A token bucket based rate limiter written in Go. It uses Redis as a data store and Lua scripting for performing atomic operations.
This repo is intended for practising Go, learning Lua scripting (for Redis) and putting some rate limiter theory into practise.
High-level overview of components
This repo isn't intended for production, therefor these usage instructions will be geared towards development and testing locally. The project uses docker compose to allow us to replicate a real production environment more easily with little setup and not having to worry about dependencies etc. So you will only really need docker installed.
You can start the project with the following command
docker compose watchYou could use build if you like, but watch allows you to make changes to the rate limiter and the container will rebuild automatically with the new binary.

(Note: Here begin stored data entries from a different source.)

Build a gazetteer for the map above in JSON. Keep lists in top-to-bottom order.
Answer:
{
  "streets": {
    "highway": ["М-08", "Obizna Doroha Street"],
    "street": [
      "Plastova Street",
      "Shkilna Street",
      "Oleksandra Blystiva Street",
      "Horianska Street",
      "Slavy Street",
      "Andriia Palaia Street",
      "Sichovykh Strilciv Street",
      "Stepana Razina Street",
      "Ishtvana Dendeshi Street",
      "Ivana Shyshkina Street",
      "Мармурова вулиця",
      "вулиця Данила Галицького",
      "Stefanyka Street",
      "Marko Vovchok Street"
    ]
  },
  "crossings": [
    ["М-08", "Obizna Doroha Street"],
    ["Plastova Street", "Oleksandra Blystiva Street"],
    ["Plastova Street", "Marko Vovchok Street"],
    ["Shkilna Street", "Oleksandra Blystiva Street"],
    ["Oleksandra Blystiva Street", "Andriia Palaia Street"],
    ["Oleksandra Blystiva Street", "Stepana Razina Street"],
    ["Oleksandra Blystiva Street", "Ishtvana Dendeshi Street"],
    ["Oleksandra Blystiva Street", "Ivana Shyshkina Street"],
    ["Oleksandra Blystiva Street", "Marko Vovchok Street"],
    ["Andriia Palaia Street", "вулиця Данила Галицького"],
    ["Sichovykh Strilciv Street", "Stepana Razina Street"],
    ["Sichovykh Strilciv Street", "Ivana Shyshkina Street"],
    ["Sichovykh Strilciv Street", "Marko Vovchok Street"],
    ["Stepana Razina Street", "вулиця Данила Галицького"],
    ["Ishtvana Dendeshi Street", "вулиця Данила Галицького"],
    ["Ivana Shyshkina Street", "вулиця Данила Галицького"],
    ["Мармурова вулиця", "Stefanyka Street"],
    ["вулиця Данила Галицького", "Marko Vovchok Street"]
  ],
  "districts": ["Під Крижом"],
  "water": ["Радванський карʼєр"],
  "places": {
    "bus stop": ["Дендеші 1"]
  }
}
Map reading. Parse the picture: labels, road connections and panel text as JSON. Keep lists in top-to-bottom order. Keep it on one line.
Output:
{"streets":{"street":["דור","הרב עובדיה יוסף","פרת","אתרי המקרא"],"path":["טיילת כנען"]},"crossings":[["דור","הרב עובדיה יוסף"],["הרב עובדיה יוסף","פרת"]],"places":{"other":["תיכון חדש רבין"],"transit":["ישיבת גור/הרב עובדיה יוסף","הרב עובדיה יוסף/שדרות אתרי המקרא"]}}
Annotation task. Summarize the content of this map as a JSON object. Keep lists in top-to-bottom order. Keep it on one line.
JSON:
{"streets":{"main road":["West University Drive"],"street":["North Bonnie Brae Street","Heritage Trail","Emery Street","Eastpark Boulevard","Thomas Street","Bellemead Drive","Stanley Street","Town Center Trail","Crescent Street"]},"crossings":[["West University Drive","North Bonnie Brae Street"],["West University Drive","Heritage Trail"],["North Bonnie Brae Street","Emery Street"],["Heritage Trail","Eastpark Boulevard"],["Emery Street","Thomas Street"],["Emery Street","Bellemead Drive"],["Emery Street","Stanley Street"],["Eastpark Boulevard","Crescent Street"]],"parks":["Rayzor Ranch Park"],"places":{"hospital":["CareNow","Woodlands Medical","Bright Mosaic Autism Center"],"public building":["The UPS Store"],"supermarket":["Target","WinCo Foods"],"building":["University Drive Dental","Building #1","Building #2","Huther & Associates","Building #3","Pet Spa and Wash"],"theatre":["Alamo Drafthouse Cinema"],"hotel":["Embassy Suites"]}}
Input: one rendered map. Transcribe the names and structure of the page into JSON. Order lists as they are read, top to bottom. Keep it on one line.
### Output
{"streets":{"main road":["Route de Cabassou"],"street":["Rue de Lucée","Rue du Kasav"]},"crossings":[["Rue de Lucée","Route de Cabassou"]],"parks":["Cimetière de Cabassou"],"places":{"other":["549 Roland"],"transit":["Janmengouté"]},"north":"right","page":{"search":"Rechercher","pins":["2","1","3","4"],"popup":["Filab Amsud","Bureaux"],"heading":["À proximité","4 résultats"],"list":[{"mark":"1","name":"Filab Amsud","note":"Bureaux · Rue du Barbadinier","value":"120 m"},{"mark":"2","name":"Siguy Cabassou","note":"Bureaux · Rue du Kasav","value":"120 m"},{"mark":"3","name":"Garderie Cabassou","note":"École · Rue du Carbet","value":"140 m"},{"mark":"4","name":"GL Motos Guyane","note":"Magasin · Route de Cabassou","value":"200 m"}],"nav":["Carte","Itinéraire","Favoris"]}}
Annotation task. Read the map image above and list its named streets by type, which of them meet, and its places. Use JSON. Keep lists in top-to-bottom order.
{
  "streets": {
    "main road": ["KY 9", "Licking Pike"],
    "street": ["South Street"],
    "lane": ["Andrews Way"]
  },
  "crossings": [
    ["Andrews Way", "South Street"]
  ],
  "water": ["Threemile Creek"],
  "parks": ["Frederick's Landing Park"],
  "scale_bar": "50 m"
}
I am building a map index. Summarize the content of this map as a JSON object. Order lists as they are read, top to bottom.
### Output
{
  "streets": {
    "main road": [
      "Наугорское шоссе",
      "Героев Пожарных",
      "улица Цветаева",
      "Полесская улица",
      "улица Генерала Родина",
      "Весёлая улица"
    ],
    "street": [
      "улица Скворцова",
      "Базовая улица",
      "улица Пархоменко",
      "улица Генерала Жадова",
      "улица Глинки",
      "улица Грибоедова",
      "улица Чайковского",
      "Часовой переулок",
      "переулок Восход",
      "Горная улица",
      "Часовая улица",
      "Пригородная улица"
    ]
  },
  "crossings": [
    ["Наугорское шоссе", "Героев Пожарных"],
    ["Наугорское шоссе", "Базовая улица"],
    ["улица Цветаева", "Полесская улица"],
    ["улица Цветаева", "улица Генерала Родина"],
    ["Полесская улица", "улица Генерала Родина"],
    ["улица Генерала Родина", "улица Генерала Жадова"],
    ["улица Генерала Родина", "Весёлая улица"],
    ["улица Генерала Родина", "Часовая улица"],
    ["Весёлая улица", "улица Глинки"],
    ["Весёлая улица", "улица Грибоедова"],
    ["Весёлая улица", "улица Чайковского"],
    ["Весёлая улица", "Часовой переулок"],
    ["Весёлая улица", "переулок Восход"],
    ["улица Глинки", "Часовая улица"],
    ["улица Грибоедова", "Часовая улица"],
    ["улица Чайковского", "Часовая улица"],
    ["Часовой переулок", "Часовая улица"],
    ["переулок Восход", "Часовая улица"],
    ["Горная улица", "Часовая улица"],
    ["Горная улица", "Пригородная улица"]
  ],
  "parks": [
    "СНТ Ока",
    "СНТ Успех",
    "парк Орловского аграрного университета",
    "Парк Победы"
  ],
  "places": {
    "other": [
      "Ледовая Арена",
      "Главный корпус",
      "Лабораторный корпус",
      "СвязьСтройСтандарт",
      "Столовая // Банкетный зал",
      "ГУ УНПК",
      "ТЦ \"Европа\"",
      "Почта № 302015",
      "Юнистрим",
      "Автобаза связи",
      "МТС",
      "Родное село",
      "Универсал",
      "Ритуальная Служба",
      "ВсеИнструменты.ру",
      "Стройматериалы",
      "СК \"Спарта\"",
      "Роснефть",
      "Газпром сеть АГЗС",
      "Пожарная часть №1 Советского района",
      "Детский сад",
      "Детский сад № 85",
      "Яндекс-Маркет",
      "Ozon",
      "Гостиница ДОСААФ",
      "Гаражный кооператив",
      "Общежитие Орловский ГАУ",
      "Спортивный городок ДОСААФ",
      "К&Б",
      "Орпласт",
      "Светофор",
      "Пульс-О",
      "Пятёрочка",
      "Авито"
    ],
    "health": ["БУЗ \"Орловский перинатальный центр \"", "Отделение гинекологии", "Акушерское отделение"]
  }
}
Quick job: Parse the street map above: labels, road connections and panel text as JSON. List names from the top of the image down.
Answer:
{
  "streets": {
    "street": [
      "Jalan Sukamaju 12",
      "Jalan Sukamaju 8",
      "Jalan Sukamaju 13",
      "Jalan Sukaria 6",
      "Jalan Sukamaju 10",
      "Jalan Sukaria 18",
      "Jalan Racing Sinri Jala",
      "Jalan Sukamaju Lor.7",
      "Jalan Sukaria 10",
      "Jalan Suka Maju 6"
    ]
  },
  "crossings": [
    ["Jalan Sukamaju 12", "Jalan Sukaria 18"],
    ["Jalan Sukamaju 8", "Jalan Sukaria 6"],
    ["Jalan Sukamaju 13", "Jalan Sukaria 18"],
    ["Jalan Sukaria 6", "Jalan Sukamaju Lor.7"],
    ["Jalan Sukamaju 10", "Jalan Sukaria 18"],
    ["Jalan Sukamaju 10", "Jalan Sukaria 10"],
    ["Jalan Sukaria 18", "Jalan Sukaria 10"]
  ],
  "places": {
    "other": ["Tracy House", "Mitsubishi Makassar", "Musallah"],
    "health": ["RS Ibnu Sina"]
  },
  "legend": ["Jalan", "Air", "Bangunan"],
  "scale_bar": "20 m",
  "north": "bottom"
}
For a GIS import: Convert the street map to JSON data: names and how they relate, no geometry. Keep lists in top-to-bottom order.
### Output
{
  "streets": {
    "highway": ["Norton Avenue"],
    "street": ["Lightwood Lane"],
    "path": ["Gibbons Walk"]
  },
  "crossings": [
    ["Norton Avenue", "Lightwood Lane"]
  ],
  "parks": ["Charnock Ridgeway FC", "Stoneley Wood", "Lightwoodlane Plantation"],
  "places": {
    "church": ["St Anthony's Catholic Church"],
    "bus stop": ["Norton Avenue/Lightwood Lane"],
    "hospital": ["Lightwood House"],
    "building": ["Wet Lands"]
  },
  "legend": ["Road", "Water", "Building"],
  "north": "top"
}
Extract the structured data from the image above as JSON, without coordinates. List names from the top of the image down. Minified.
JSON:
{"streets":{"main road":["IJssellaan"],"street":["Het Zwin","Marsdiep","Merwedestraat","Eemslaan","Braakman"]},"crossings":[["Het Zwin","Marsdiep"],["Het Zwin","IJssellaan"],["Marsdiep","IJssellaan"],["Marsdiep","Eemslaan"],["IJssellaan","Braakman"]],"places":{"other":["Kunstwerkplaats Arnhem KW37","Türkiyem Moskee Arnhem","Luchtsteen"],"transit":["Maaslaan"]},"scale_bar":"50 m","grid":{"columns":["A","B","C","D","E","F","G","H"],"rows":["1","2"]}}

To test the rate limiter there is a single mock service currently (users). It has two exposed endpoints, however, the mock services can easily be expanded and configured in the rate limiter. The mock service was purely for testing the rate limiter logic.
# Mock users service
GET http://localhost:8080/users
GET http://localhost:8080/users/summaryYou can view rate-limiter/services.go for the current configuration of each endpoint along with their limits. In future these will be configured via a YAML file instead.
If a buckets tokens are depleted you will recieve a 429 status along with Retry-After response header containing the number of seconds in which you can reattempt.
- Use docker compose for running in dev/test
- Simple NGINX load balancer that distributes traffic to rate limiter nodes (single node for now)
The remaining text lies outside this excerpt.